OTS: Elizabeth C. Baltierra, Program Analyst (Compliance) Compliance Policy, (202) 906-6540; or Paul Robin, Special Counsel, Regulations and Legislation Division, (202) 906-6648.

Board: Thomas E. Scanlon, Counsel, Legal Division, (202) 452-3594; Minh-Duc T. Le or Ky Tran-Trong, Senior Attorneys, Division of Consumer and Community Affairs, (202) 452-3667.

FDIC: April A. Breslaw, Chief, Compliance Section, (202) 898-6609; David P. Lafleur, Policy Analyst, Division of Supervision and Consumer Protection, (202) 898-6569; Ruth R. Amberg, Senior Counsel, (202) 898-3736, or Robert A. Patrick, Counsel, Legal Division, (202) 898-3757.

NCUA: Regina Metz, Staff Attorney, (703) 518-6561, or Ross Kendall, Staff Attorney, Office of General Counsel, (703) 518-6562.

FTC: Toby Milgrom Levin, Senior Attorney, (202) 326-3713, or Loretta Garrison, Senior Attorney, (202) 326-3043.

CFTC: Laura Richards, Senior Assistant General Counsel, (202) 418-5126, or David B. Jacobsohn, Counsel, (202) 418-5161, Office of the General Counsel.

SEC: Brian Baysinger, Special Counsel, Office of Chief Counsel, Division of Market Regulation, (202) 942-0073; or Penelope Saltzman, Senior Counsel, Division of Investment Management, (202) 942-0690.

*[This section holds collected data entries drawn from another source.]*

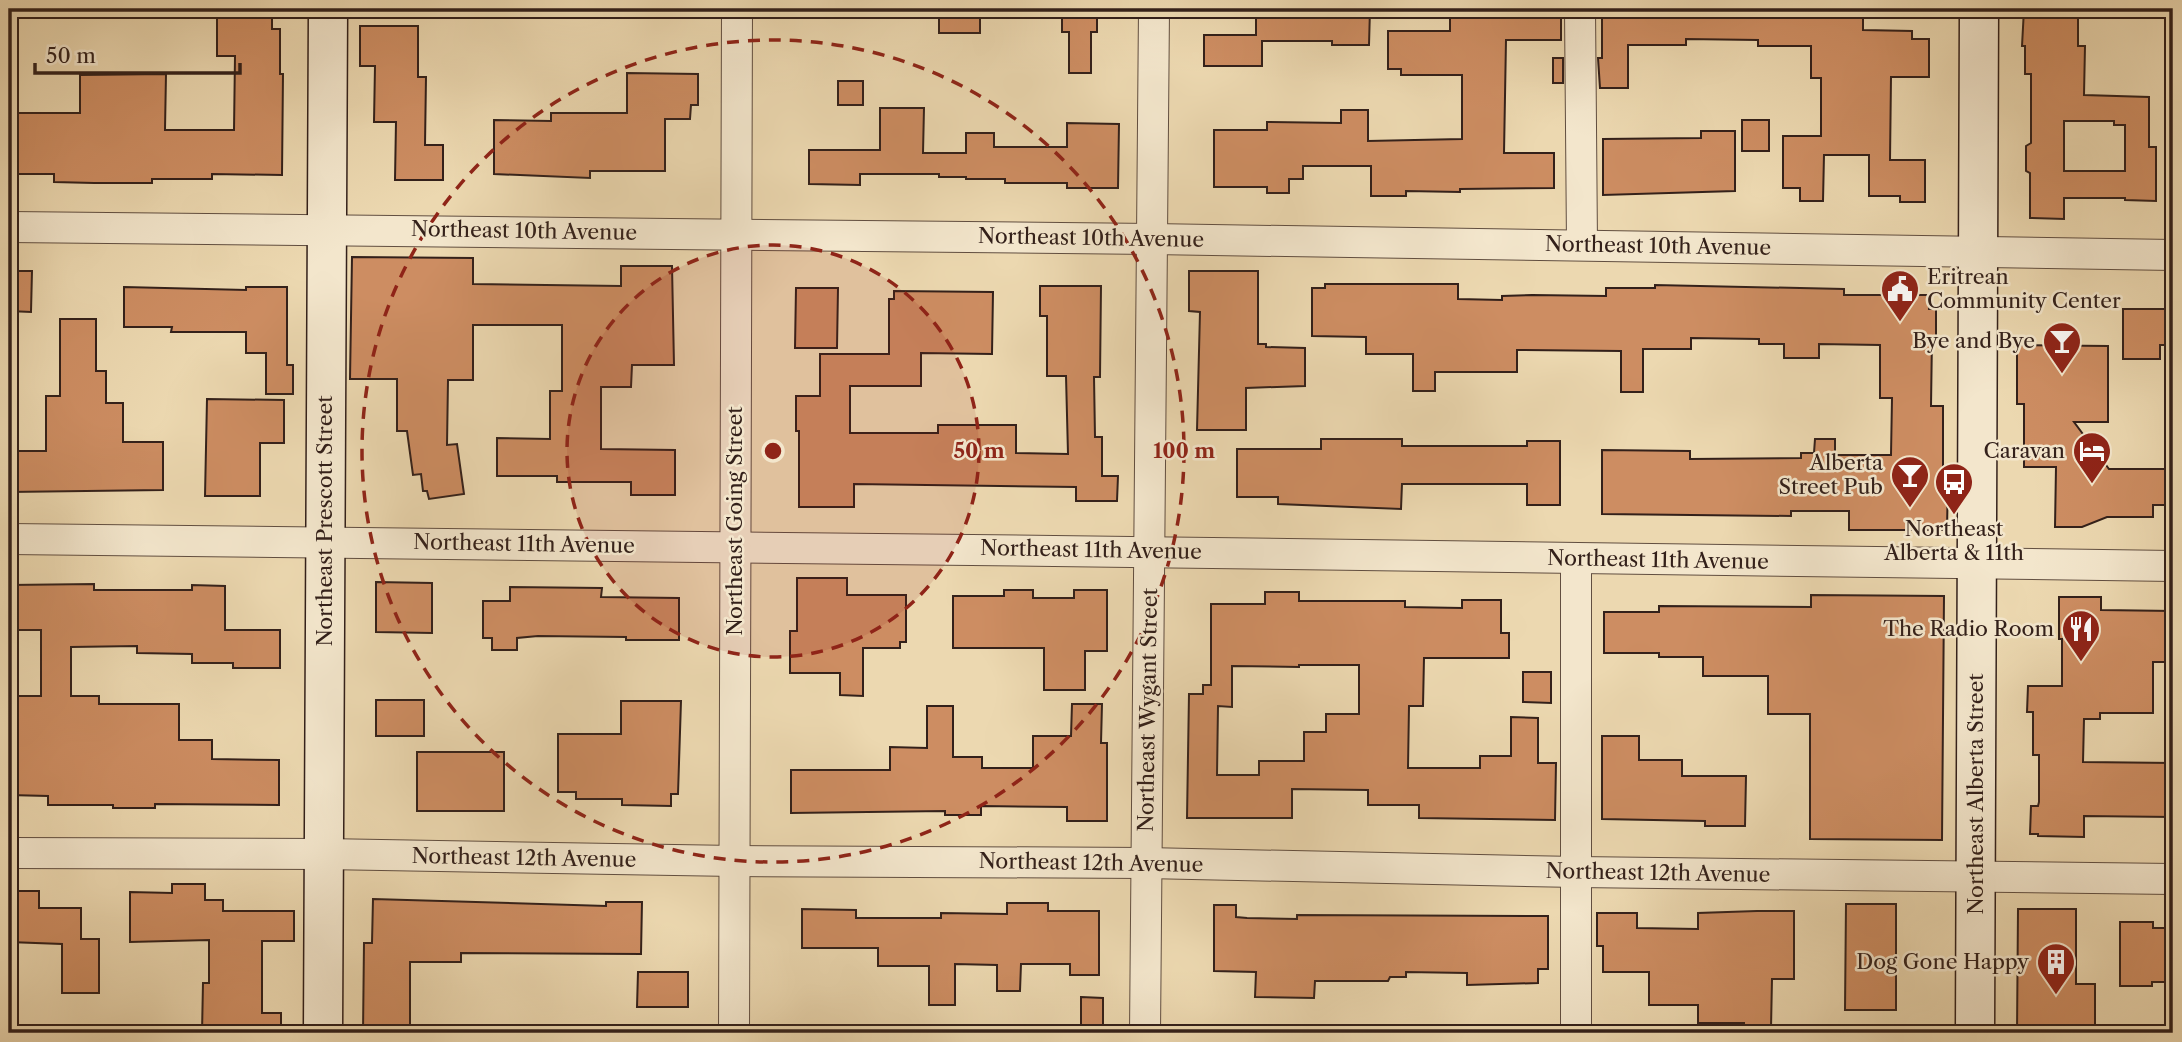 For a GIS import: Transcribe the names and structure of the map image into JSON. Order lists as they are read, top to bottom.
{
  "streets": {
    "street": [
      "Northeast 10th Avenue",
      "Northeast Prescott Street",
      "Northeast Going Street",
      "Northeast 11th Avenue",
      "Northeast Wygant Street",
      "Northeast Alberta Street",
      "Northeast 12th Avenue"
    ]
  },
  "crossings": [
    ["Northeast 10th Avenue", "Northeast Prescott Street"],
    ["Northeast 10th Avenue", "Northeast Going Street"],
    ["Northeast 10th Avenue", "Northeast Wygant Street"],
    ["Northeast 10th Avenue", "Northeast Alberta Street"],
    ["Northeast Prescott Street", "Northeast 11th Avenue"],
    ["Northeast Prescott Street", "Northeast 12th Avenue"],
    ["Northeast Going Street", "Northeast 11th Avenue"],
    ["Northeast Going Street", "Northeast 12th Avenue"],
    ["Northeast 11th Avenue", "Northeast Wygant Street"],
    ["Northeast 11th Avenue", "Northeast Alberta Street"],
    ["Northeast Wygant Street", "Northeast 12th Avenue"],
    ["Northeast Alberta Street", "Northeast 12th Avenue"]
  ],
  "places": {
    "public building": ["Eritrean Community Center"],
    "bar": ["Bye and Bye", "Alberta Street Pub"],
    "hotel": ["Caravan"],
    "bus stop": ["Northeast Alberta & 11th"],
    "restaurant": ["The Radio Room"],
    "building": ["Dog Gone Happy"]
  },
  "scale_bar": "50 m",
  "rings": ["50 m", "100 m"]
} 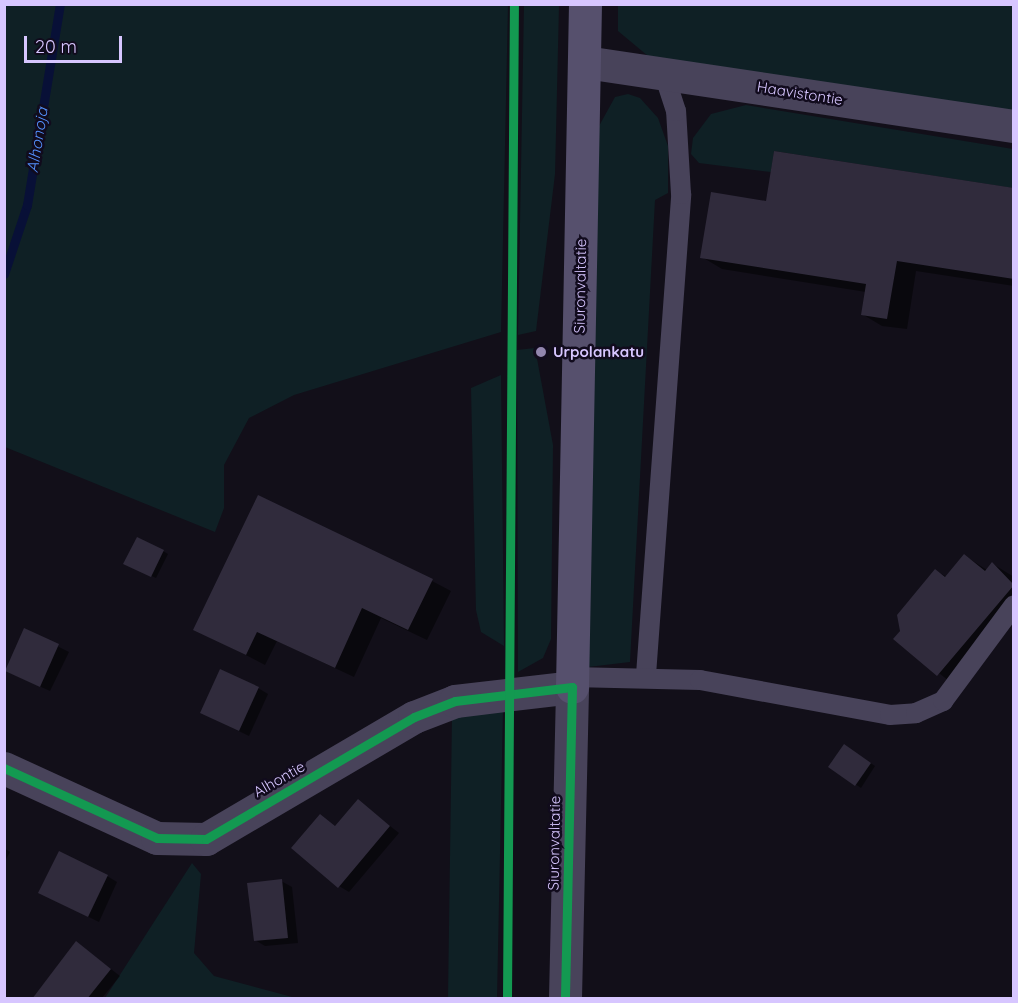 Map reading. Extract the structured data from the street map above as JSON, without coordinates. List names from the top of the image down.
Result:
{
  "streets": {
    "main road": ["Siuronvaltatie"],
    "street": ["Haavistontie", "Alhontie"]
  },
  "crossings": [
    ["Haavistontie", "Siuronvaltatie"],
    ["Siuronvaltatie", "Alhontie"]
  ],
  "water": ["Alhonoja"],
  "places": ["Urpolankatu"],
  "scale_bar": "20 m"
} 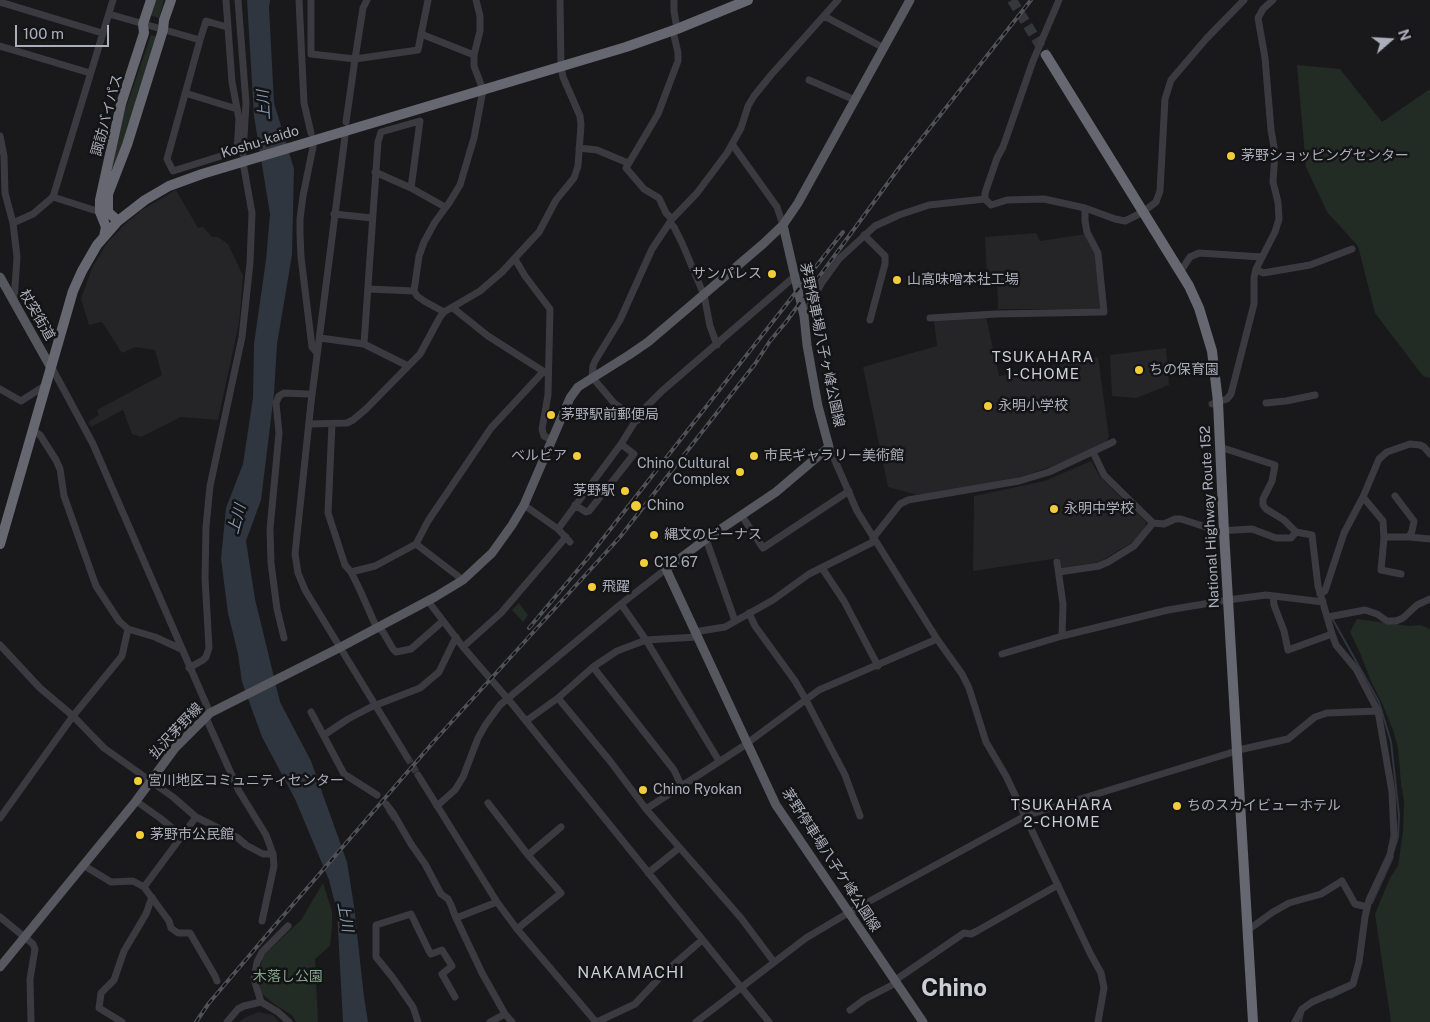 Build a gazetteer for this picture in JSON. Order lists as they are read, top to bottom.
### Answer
{
  "streets": {
    "highway": ["諏訪バイパス", "Koshu-kaido", "National Highway Route 152"],
    "main road": [
      "杖突街道",
      "茅野停車場八子ヶ峰公園線",
      "払沢茅野線",
      "茅野停車場八子ケ峰公園線"
    ]
  },
  "crossings": [
    ["諏訪バイパス", "Koshu-kaido"],
    ["Koshu-kaido", "杖突街道"],
    ["茅野停車場八子ヶ峰公園線", "茅野停車場八子ケ峰公園線"]
  ],
  "districts": [
    "TSUKAHARA 1-CHOME",
    "TSUKAHARA 2-CHOME",
    "NAKAMACHI",
    "Chino"
  ],
  "water": ["上川"],
  "parks": ["木落し公園"],
  "places": [
    "茅野ショッピングセンター",
    "サンパレス",
    "山高味噌本社工場",
    "ちの保育園",
    "永明小学校",
    "茅野駅前郵便局",
    "ベルビア",
    "市民ギャラリー美術館",
    "Chino Cultural Complex",
    "茅野駅",
    "Chino",
    "永明中学校",
    "縄文のビーナス",
    "C12 67",
    "飛躍",
    "宮川地区コミュニティセンター",
    "Chino Ryokan",
    "ちのスカイビューホテル",
    "茅野市公民館"
  ],
  "scale_bar": "100 m",
  "north": "right"
} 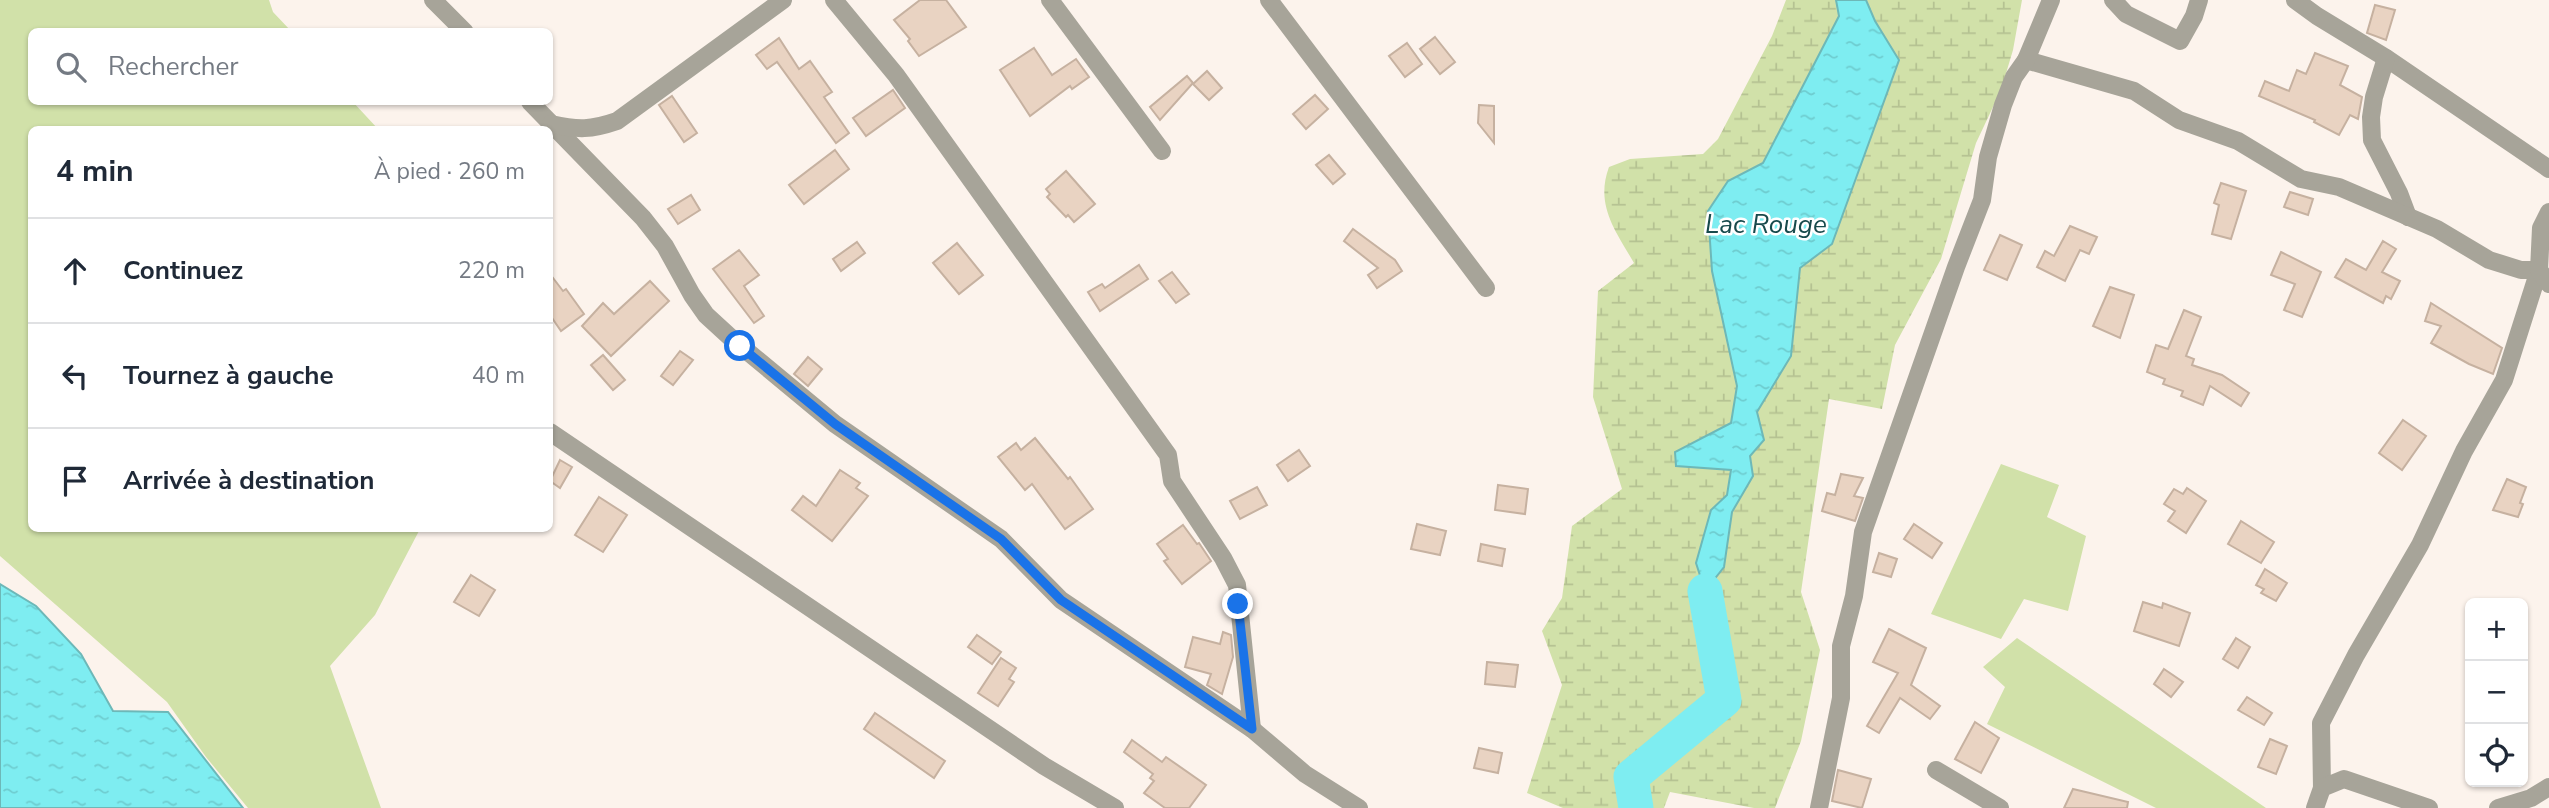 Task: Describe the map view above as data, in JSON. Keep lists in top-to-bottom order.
{
  "water": ["Lac Rouge"],
  "page": {
    "search": "Rechercher",
    "heading": ["4 min", "À pied · 260 m"],
    "list": [
      ["Continuez", "220 m"],
      ["Tournez à gauche", "40 m"],
      "Arrivée à destination"
    ],
    "map_buttons": ["+", "−"]
  }
}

Supplementary Information:

I. Background

Subtitle A of title V of the GLB Act, captioned Disclosure of Nonpublic Personal Information (codified at 15 U.S.C. 6801 et seq.), requires each financial institution to provide a notice of its privacy policies and practices to its consumer customers. In general, the privacy notices must describe a financial institution's policies and practices with respect to disclosing nonpublic personal information about a consumer to both affiliated and nonaffiliated third parties and provide a consumer a reasonable opportunity to direct the institution not to share nonpublic personal information about the consumer with nonaffiliated third parties. The privacy notice must also provide, where applicable under the Fair Credit Reporting Act (FCRA), a notice and an opportunity for a consumer to opt out of the sharing of certain information among affiliates.3

The Agencies have published consistent final regulations that implement the privacy provisions of the GLB Act (collectively referred to as "the privacy rule").4 The privacy rule requires a financial institution to include in its privacy notices specific items of information, such as the categories of nonpublic personal information that the institution collects and the categories of third parties to which the institution may disclose the information. The rule contains sample clauses that institutions may use in privacy notices. The rule does not, however, prescribe any specific format or standardized wording for these notices. Instead, institutions may design their own notices based on their individual practices provided they are consistent with the law and meet the "clear and conspicuous" standard in the rule.

Financial institutions first were required to distribute privacy notices to their customers by July 1, 2001. Many privacy notices in this initial effort were long and complex. Moreover, because the privacy rule allows institutions flexibility in designing their privacy notices, notices have been difficult to compare, even among financial institutions with identical privacy policies.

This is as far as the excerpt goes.